> _WHAT THE TASK ASKS_
A bare number is the only acceptable answer: how many lines of these entries include "linejoin"?
*** AVAILABLE DATA Section Begins ***
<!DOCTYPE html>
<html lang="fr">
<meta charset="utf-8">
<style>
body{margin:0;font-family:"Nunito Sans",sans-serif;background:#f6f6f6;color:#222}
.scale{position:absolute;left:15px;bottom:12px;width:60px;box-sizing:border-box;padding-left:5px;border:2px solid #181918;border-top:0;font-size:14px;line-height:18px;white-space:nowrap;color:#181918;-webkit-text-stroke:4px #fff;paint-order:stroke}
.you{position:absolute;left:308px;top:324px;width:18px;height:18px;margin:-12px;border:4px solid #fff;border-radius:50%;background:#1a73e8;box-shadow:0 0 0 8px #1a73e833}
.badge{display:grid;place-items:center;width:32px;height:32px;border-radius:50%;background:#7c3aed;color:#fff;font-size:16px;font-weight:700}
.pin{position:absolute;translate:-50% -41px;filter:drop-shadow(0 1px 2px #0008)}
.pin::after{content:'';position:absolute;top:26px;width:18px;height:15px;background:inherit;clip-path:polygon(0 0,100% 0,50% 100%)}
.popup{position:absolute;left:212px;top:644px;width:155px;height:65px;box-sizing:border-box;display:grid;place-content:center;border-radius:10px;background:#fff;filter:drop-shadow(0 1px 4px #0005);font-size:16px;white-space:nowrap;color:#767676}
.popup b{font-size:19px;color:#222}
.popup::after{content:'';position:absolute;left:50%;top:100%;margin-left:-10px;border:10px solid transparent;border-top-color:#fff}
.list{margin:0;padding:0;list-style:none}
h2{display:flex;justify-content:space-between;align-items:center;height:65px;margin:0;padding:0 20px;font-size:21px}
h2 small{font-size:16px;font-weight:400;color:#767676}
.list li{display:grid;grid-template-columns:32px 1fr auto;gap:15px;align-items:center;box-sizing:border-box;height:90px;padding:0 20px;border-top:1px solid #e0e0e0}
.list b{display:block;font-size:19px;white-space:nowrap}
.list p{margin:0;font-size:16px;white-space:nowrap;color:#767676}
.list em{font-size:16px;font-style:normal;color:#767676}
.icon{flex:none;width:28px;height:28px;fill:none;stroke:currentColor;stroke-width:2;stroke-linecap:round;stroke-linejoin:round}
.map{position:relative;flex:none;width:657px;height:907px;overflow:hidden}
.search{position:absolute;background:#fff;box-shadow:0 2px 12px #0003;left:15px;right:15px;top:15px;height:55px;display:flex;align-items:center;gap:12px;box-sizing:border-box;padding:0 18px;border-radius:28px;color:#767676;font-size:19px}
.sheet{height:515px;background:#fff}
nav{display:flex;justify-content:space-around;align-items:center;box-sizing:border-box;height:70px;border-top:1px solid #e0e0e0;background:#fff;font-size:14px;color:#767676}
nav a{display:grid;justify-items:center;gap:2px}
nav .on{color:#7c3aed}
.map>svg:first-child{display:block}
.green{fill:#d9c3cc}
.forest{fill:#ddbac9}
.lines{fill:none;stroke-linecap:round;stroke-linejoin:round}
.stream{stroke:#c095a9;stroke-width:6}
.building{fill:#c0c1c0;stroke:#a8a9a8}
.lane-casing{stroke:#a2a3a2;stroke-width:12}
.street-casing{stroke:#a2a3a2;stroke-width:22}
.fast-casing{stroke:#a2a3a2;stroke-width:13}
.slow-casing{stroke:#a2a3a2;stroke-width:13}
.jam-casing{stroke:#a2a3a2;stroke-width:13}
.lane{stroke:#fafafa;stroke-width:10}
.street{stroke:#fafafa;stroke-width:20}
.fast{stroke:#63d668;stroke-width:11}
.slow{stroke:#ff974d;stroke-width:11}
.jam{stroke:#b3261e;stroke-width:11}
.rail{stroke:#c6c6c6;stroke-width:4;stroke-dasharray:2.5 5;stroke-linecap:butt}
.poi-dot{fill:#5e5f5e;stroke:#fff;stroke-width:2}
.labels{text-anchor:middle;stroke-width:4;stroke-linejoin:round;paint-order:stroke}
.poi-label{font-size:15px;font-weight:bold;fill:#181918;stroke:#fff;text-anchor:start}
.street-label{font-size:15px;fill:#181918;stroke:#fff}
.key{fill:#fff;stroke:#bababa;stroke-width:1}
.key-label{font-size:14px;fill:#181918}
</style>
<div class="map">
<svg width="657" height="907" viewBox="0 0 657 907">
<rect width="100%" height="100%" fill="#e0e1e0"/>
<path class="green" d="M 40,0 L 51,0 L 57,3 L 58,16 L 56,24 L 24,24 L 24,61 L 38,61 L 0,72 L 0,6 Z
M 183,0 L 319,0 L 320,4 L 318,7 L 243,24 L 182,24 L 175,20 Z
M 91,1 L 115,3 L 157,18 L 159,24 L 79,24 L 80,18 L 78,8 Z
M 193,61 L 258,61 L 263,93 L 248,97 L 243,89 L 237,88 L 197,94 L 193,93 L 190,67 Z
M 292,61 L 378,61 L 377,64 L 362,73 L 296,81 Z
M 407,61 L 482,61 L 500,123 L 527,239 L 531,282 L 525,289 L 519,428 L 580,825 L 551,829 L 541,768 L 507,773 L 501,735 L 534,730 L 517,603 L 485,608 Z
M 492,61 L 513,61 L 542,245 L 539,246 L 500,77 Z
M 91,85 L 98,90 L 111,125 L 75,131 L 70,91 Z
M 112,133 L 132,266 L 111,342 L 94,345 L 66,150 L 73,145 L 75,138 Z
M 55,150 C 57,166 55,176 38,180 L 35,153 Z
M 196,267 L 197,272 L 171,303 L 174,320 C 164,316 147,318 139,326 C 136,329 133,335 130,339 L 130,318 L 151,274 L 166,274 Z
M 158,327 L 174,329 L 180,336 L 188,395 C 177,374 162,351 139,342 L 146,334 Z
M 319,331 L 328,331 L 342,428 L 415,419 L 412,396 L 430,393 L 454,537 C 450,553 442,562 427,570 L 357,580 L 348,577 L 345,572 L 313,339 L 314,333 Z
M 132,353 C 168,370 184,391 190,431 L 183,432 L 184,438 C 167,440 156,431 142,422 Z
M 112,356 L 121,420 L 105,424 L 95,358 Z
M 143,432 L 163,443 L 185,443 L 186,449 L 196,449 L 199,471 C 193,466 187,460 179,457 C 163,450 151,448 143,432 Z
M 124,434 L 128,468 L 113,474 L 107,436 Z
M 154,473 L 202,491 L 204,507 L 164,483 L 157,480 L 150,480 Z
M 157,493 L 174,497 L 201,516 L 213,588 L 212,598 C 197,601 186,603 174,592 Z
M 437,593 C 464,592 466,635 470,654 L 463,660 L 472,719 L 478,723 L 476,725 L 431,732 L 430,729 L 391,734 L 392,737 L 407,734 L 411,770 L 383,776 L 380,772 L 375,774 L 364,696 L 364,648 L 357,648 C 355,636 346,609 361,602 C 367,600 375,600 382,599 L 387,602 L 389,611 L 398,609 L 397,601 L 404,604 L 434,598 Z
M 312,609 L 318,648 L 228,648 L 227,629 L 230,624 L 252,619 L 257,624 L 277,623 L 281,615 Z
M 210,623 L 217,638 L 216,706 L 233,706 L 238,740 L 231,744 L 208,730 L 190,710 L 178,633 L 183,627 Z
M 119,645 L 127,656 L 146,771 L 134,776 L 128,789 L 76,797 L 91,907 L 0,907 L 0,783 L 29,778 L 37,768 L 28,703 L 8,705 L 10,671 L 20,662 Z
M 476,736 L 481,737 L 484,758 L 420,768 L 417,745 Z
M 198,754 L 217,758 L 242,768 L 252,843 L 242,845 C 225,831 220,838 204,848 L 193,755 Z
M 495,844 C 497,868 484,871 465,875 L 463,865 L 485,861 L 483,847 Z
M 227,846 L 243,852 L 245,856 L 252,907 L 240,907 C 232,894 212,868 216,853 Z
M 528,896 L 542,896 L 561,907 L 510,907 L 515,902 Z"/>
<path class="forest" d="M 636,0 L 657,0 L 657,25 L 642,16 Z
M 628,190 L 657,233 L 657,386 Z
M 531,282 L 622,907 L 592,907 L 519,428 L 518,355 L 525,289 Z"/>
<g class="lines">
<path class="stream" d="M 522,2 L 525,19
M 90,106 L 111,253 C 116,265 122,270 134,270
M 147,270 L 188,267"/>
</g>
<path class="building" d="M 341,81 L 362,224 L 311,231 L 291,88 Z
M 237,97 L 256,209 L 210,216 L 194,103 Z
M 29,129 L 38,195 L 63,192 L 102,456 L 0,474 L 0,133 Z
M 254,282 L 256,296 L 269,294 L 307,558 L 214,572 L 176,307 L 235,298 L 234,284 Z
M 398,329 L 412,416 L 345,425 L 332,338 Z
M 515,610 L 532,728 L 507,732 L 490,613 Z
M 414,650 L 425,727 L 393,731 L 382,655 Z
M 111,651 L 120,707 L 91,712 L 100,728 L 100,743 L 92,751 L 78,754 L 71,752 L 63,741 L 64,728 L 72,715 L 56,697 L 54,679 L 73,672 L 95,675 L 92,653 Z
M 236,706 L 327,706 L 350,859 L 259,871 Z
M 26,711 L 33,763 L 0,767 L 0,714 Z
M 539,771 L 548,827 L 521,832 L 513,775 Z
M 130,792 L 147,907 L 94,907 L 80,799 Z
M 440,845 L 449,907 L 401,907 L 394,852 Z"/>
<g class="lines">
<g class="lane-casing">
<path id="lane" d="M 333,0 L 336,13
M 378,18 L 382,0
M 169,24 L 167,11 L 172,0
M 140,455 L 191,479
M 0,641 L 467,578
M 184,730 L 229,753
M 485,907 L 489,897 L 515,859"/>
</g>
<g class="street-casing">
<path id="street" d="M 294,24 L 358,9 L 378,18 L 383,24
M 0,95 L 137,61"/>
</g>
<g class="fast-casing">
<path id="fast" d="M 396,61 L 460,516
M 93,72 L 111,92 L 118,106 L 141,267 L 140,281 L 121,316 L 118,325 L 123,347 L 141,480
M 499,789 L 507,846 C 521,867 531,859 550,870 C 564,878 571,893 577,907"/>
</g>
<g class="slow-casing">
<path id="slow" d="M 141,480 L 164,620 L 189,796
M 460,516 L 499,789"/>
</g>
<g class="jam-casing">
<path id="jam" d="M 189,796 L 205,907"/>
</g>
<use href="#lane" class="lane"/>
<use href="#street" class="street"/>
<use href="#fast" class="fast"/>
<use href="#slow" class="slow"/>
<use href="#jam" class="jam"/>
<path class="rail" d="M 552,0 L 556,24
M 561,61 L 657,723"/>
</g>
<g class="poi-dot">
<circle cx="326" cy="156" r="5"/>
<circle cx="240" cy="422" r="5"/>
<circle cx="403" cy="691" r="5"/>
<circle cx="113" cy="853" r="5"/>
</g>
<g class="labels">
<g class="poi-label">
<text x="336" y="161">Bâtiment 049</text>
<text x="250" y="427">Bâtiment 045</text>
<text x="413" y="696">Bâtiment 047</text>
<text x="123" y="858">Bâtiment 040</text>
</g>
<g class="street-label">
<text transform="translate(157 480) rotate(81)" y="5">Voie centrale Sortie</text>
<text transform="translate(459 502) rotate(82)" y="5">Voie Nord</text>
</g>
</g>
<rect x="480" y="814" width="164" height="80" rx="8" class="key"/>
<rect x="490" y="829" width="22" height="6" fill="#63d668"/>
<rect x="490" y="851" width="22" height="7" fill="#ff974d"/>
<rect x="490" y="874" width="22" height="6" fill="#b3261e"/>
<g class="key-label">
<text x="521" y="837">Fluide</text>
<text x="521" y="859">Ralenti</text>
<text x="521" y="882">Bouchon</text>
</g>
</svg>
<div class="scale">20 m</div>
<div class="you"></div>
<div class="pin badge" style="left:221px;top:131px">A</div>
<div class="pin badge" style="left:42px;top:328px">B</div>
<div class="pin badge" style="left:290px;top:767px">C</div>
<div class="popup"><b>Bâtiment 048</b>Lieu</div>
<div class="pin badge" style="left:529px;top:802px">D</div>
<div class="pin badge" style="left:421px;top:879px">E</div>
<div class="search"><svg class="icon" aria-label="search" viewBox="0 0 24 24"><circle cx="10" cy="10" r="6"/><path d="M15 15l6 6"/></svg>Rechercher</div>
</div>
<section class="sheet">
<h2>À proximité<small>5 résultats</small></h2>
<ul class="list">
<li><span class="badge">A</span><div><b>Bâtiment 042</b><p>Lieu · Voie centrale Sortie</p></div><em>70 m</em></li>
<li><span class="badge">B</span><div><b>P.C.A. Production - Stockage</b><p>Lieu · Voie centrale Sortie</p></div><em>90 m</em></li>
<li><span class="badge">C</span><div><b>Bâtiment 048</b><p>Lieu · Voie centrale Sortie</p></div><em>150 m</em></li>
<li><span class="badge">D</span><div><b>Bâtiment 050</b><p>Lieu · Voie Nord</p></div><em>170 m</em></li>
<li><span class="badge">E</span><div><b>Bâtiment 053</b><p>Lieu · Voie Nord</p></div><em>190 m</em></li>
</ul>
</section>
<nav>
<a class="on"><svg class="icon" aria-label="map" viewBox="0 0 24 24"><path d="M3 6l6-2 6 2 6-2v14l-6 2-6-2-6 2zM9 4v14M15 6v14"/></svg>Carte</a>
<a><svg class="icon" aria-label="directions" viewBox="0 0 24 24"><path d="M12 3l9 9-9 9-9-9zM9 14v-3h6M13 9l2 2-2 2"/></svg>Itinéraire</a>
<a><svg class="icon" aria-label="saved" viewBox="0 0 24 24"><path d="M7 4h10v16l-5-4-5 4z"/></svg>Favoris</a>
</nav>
*** AVAILABLE DATA Section Ends ***
> _COMPLETED TASK_
3